Both men stared at their sultan. They could see the conflict playing on his face. Desire, ardour, doubt came and went in succession. At last, he spoke. ‘To do it, those forces would need to believe it could be done. They would have to forget seven weeks of failure and hurl themselves forward again and again, climb over the bodies of their comrades, die in their turn, on and on …’ He faltered, and both men could see the horror come into his eyes. ‘Only men who believe could do this. And I have heard rumours that the army has lost heart …’

‘More bleatings from goats!’ Zaganos stood to shout it, banging on the table.
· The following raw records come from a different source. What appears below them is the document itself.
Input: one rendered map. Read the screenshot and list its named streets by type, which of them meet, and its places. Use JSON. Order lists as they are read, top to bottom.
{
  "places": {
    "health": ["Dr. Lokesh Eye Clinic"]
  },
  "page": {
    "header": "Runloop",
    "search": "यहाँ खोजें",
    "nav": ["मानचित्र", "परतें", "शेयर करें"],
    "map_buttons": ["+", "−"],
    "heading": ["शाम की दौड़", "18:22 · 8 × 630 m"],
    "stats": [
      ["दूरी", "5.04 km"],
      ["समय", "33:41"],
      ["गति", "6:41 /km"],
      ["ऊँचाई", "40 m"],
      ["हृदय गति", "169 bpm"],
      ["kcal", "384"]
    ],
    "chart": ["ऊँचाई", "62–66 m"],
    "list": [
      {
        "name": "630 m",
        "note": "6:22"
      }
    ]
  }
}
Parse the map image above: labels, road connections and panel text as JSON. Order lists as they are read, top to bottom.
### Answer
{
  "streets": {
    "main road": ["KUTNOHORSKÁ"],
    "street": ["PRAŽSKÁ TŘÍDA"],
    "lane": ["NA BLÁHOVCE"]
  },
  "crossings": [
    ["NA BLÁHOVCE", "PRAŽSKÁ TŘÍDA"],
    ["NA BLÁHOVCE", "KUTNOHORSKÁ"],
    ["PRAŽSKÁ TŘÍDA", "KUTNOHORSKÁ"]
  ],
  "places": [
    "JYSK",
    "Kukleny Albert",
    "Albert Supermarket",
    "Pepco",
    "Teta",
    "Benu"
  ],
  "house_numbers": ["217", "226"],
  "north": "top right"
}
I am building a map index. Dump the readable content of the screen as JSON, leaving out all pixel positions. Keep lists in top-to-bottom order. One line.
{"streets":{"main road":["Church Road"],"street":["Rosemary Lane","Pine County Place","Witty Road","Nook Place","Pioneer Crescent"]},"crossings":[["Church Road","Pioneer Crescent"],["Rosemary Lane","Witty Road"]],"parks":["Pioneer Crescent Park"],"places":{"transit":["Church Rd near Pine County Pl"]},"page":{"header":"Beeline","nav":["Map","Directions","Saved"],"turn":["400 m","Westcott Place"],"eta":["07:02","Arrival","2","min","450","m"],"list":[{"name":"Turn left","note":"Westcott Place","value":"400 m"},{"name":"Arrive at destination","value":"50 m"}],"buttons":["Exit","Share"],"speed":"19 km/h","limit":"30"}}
He had not risen from slavery to the command of a division to be frightened, even of a sultan.

But Hamza leaned closer, his voice silk, contrast to the other’s fire. ‘My friend, your loyal subject, speaks truth, lord. But let he and I go amongst your forces, and bring you news of them. Of the strength of their hearts. And remember, lord, that men fight for many beliefs. For Allah, most merciful, and the paradise that awaits should martyrdom call. For the glory of their people, the finest soldiers on earth. And for what the city promises – for they have not sat before these walls and fought as well as they have to return to their villages poorer than when they set out. Let us go amongst them, lord, and confirm this for you. And let us then pay no more heed to the bleatings of goats and listen only to what our hearts tell us.’ He reached then, took the younger man by the arm. ‘One more attack, lord. One more.’

Mehmet stared back, then laid his other hand atop of Hamza’s and squeezed before releasing it and rising. ‘Go amongst them, both of you. Tell me their hearts. And if we discover to be true what we all believe …’ he smiled, the first time in a while, ‘then I will lead them myself to the walls and beyond them.’

Both of the other men knelt, each reaching for one of Mehmet’s hands, touching them to their foreheads. ‘As you command.’

A noise from the tent’s entrance. At first Hamza thought it might be distant thunder again. But then he realised that a man stood there, clearing his throat, the sultan’s steward. ‘Lord,’ he said, when beckoned to speak, ‘your emissary Ismail has returned from the city. He brings a Greek with him, one Theon Lascaris.’

‘I know him, lord,’ Hamza said. ‘He is as twisted as the roots of a cedar from Lebanon. And, if I read him right, he has little stomach for the fight. If you were to make of him and his emperor impossible demands …’ he smiled, ‘then let me work on him again; we may have an ally when we need one. Not all goats are on one side of the walls.’

Mehmet nodded. ‘Leave him to me.’ He snapped his fingers. ‘Bring me my armour, my sword. Let my household guard surround me.’ Men began rushing to obey his commands. ‘You two go – and find me out my army’s heart.’

They left by the rear of the tent. When they were a safe distance from any ears, they crouched, raised their hoods against a spatter of raindrops. ‘Do you think we will find what we seek, Zaganos? Will the army fight in the way we need them to?’

The Albanian nodded. ‘They will. As you said, offer them God, glory and gold, and most men will fight for one of them.’

Hamza nodded. He looked to the west, where thunder rolled and lightning jabbed at the earth. Then he looked to the east. He could just glimpse the top of the tower at the St Romanus gate. Even at this distance it looked huge. He shivered, though the air was close. ‘But can we triumph?’ he asked in a whisper.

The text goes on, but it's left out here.